Just a generation ago, an American with Kamala Harris’s particular biracial heritage would have been highly unusual. Due to changes in immigration laws in the 1960s, it’s not much of an anomaly today.
Harris’s parents met in California in the early 1960s, when they were both completing PhDs at the University of California, Berkeley. Harris’s mother, Shyamala Gopalan, had immigrated from the region of Tamil Nadu in India and Donald Harris, her father, had come from Jamaica. At the time, they both belonged to very small minorities in the US. In 1960, there were less than 20,000 people born in India in the US, and less than 120,000 people from the West Indies. (The West Indies is defined in the US Census as the English and French speaking countries in the Caribbean, and includes Jamaica, Haiti, and Trinidad, among others).

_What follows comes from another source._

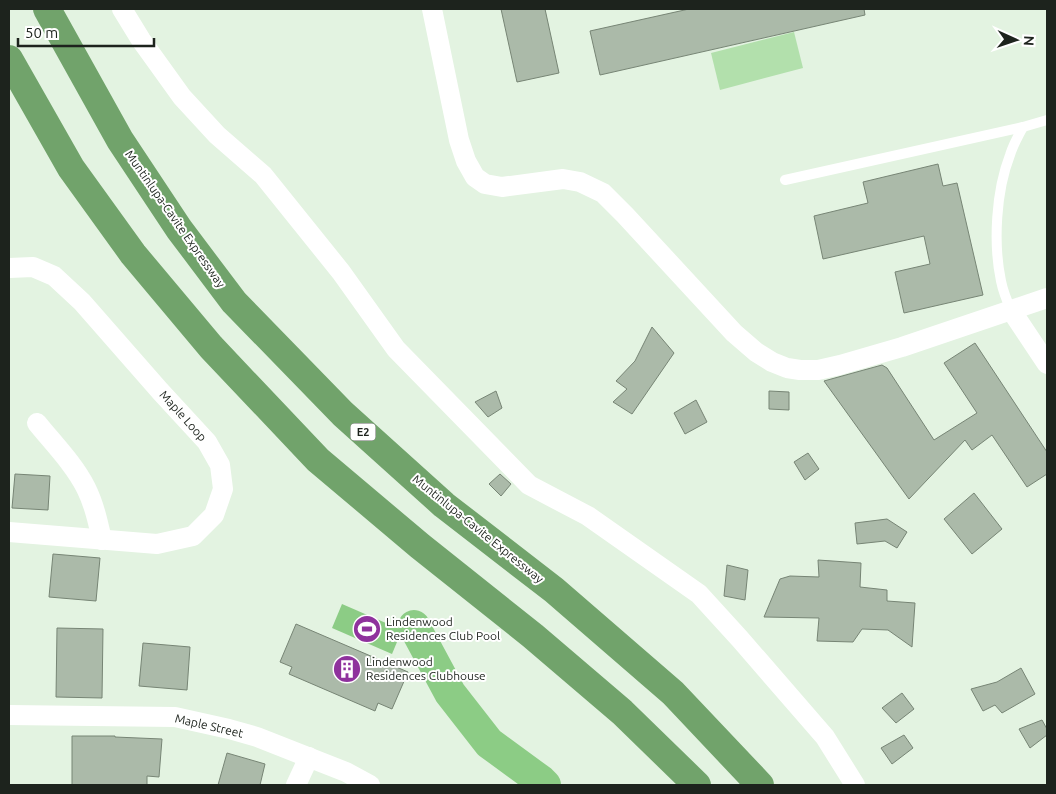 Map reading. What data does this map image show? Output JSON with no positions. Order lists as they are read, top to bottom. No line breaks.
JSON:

From 1980 to 2018, the number of people claiming Indian origin, like Harris’s mother, grew eight times larger, from just 0.13% of the population to over 1%. The share of people claiming West Indian ancestry more than tripled from 0.25% to nearly 0.8% of the US population. (If people gave multiple answers, the Census records their first answer as their primary ancestry.) This makes these ancestry groups two of the fastest growing in the US over this period.
The fact that Harris’s background is not so unusual in the US today is primarily the result of the Immigration and Nationality Act of 1965. It abolished national-origins quotas established in the 1920s. The quotas were designed to preserve the makeup of the immigrant population in the US as it was in the 1890s. At that time, most immigrants were from western European countries, like England, France, and Germany.
Civil rights activists fought against these quotas, which they deemed racist, eventually leading to the 1965 Act. The new law prioritized giving visas to people with family already in the US and highly skilled immigrants. A maximum of 20,000 visas were given to people from any country on a given year. The law would dramatically change the size and composition of immigration to the US. Only about 5% of the US population was foreign-born in 1965; by 2018, that share was almost 14%. The law also led to a surge in the number of Asian, African, and Latin American immigrants, specifically people from India and the countries that make up the West Indies.
Kamala Harris’s parents came to the US as students before the 1965 Act. But it is because of this law that Harris’s multi-ethnic Indian and Jamaican background won’t seem as surprising to many American voters as it would have a generation ago.